Entries taken from a collection
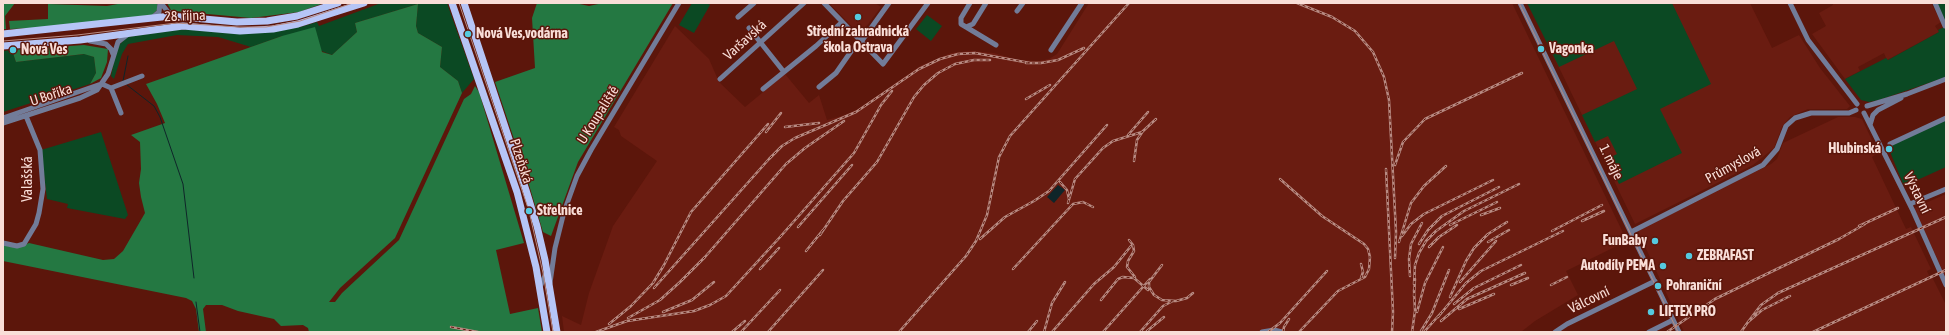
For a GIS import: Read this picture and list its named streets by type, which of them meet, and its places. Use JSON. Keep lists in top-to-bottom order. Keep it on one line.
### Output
{"streets":{"main road":["28. října","Plzeňská"],"street":["Varšavská","U Boříka","U Koupaliště","1. máje","Průmyslová","Valašská","Výstavní","Válcovní"]},"crossings":[["28. října","U Boříka"],["U Boříka","Valašská"],["U Koupaliště","Plzeňská"],["1. máje","Průmyslová"],["1. máje","Válcovní"],["Průmyslová","Výstavní"]],"places":["Střední zahradnická škola Ostrava","Nová Ves,vodárna","Vagonka","Nová Ves","Hlubinská","Střelnice","FunBaby","ZEBRAFAST","Autodíly PEMA","Pohraniční","LIFTEX PRO"]}
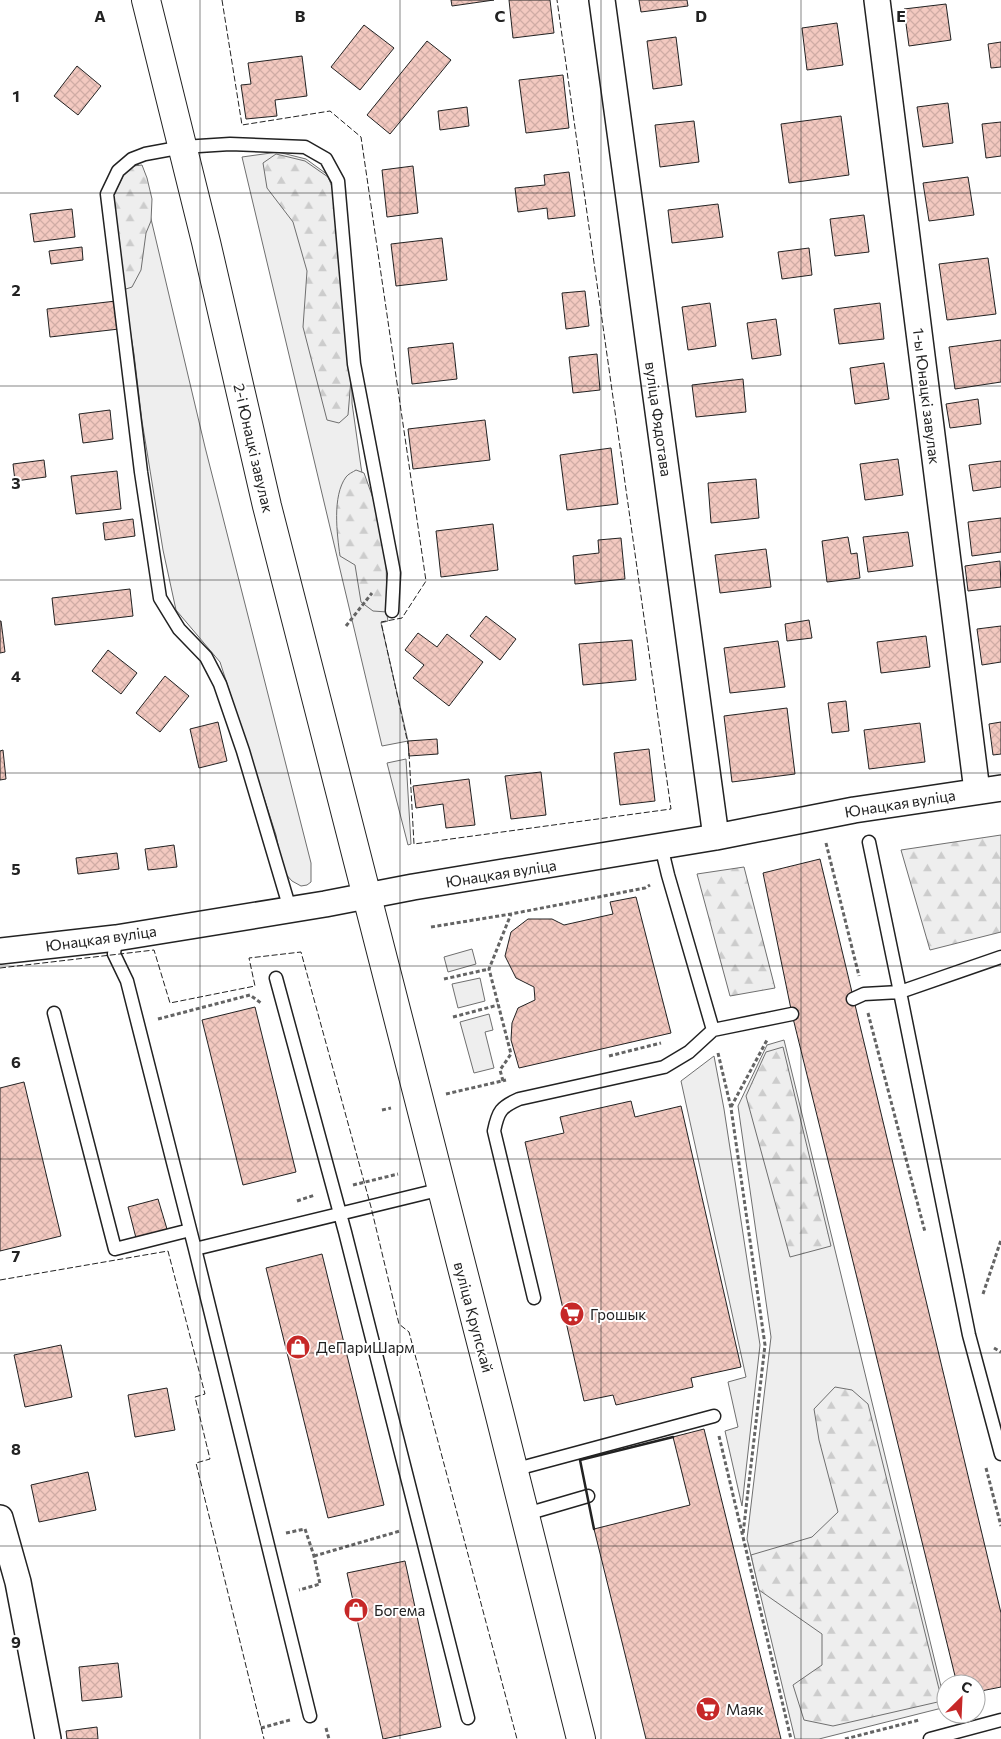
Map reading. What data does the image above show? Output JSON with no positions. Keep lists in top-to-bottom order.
{
  "streets": {
    "street": [
      "1-ы Юнацкі завулак",
      "вуліца Фядотава",
      "2-і Юнацкі завулак",
      "Юнацкая вуліца",
      "вуліца Крупскай"
    ]
  },
  "crossings": [
    ["1-ы Юнацкі завулак", "Юнацкая вуліца"],
    ["вуліца Фядотава", "Юнацкая вуліца"],
    ["2-і Юнацкі завулак", "Юнацкая вуліца"],
    ["2-і Юнацкі завулак", "вуліца Крупскай"],
    ["Юнацкая вуліца", "вуліца Крупскай"]
  ],
  "places": {
    "supermarket": ["Грошык", "Маяк"],
    "shop": ["ДеПариШарм", "Богема"]
  },
  "north": "top right",
  "grid": {
    "columns": [
      "A",
      "B",
      "C",
      "D",
      "E"
    ],
    "rows": [
      "1",
      "2",
      "3",
      "4",
      "5",
      "6",
      "7",
      "8",
      "9"
    ]
  }
}
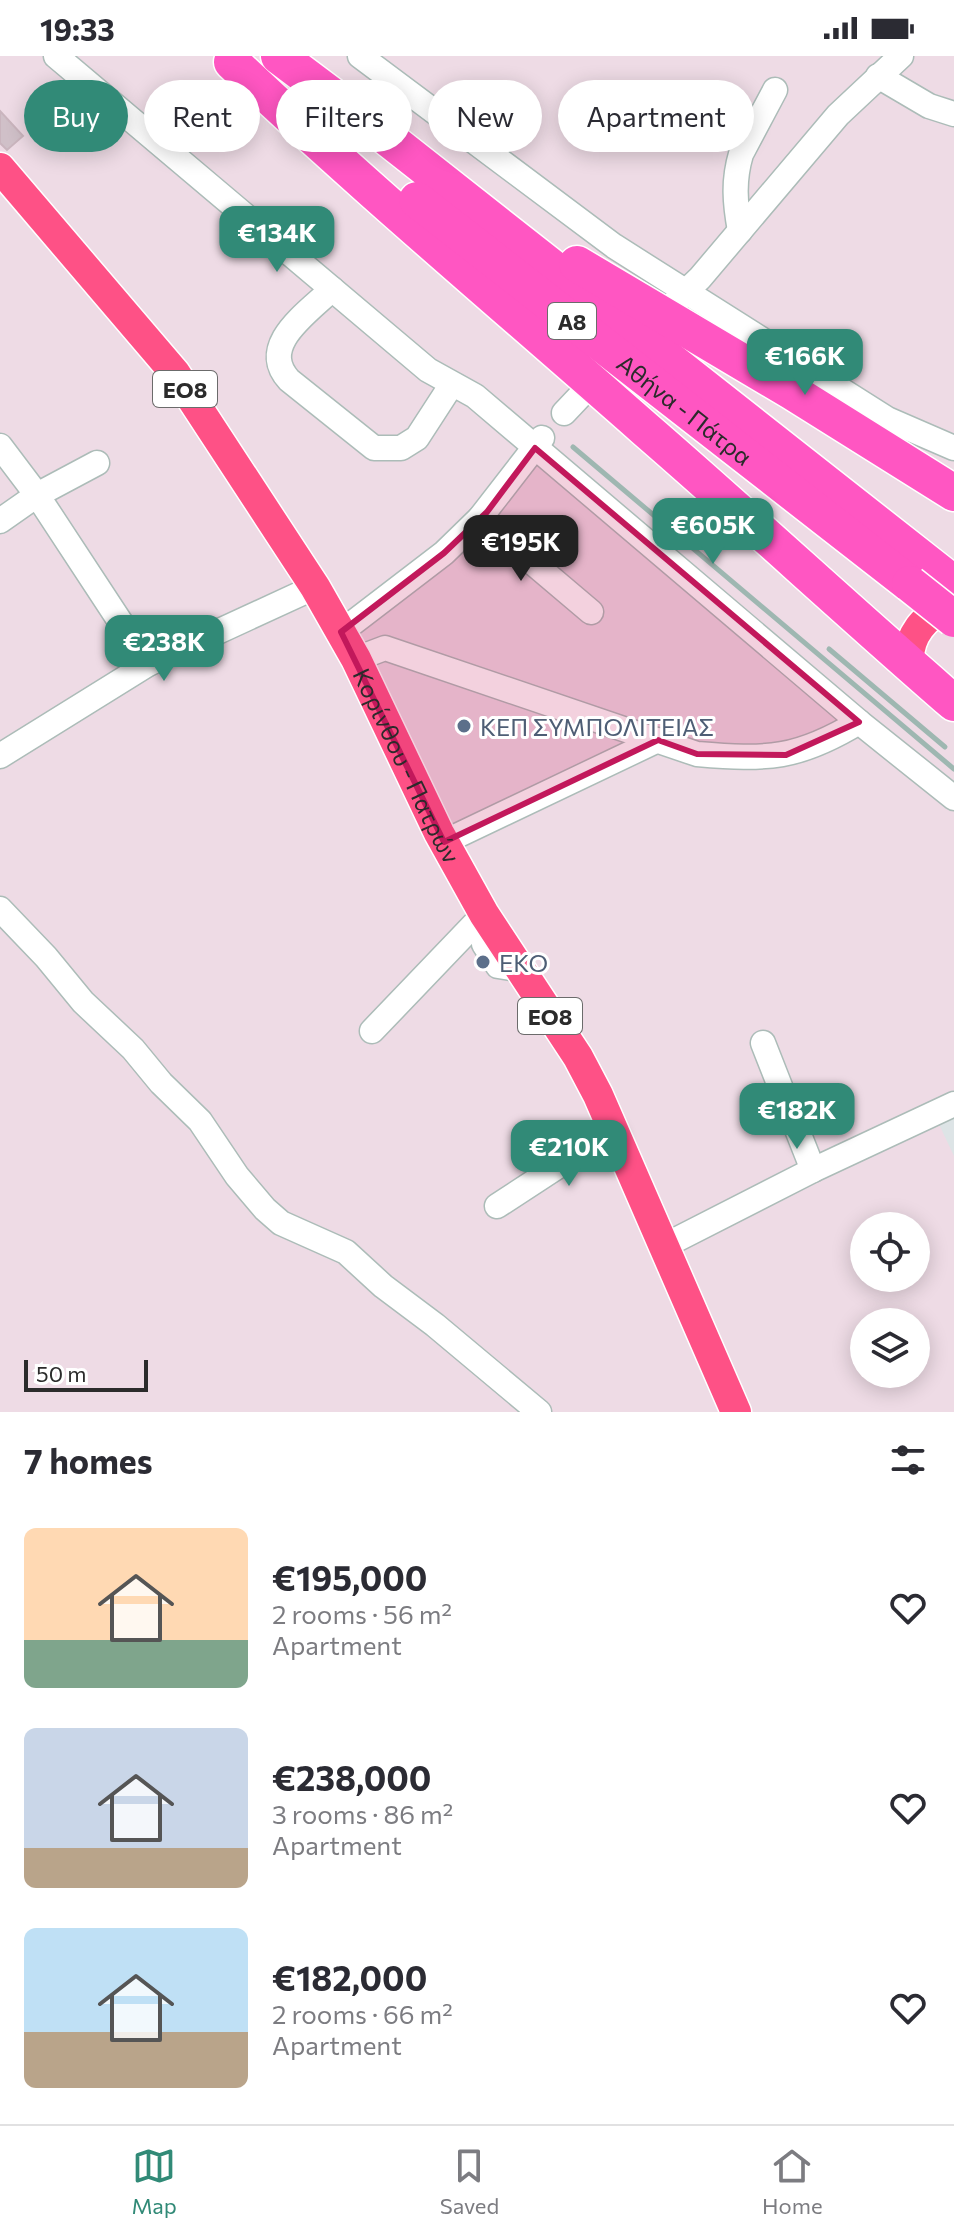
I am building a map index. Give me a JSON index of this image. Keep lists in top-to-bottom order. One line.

# ACTION ITEM
Set down the data again, exactly, without images.

# COMPLETED EXERCISE
For a GIS import: Read this picture and list its named streets by type, which of them meet, and its places. Use JSON. Keep lists in top-to-bottom order. Keep it on one line.
### Output
{"streets":{"main road":["28. října","Plzeňská"],"street":["Varšavská","U Boříka","U Koupaliště","1. máje","Průmyslová","Valašská","Výstavní","Válcovní"]},"crossings":[["28. října","U Boříka"],["U Boříka","Valašská"],["U Koupaliště","Plzeňská"],["1. máje","Průmyslová"],["1. máje","Válcovní"],["Průmyslová","Výstavní"]],"places":["Střední zahradnická škola Ostrava","Nová Ves,vodárna","Vagonka","Nová Ves","Hlubinská","Střelnice","FunBaby","ZEBRAFAST","Autodíly PEMA","Pohraniční","LIFTEX PRO"]}
Map reading. What data does the image above show? Output JSON with no positions. Keep lists in top-to-bottom order.
{
  "streets": {
    "street": [
      "1-ы Юнацкі завулак",
      "вуліца Фядотава",
      "2-і Юнацкі завулак",
      "Юнацкая вуліца",
      "вуліца Крупскай"
    ]
  },
  "crossings": [
    ["1-ы Юнацкі завулак", "Юнацкая вуліца"],
    ["вуліца Фядотава", "Юнацкая вуліца"],
    ["2-і Юнацкі завулак", "Юнацкая вуліца"],
    ["2-і Юнацкі завулак", "вуліца Крупскай"],
    ["Юнацкая вуліца", "вуліца Крупскай"]
  ],
  "places": {
    "supermarket": ["Грошык", "Маяк"],
    "shop": ["ДеПариШарм", "Богема"]
  },
  "north": "top right",
  "grid": {
    "columns": [
      "A",
      "B",
      "C",
      "D",
      "E"
    ],
    "rows": [
      "1",
      "2",
      "3",
      "4",
      "5",
      "6",
      "7",
      "8",
      "9"
    ]
  }
}
I am building a map index. Give me a JSON index of this image. Keep lists in top-to-bottom order. One line.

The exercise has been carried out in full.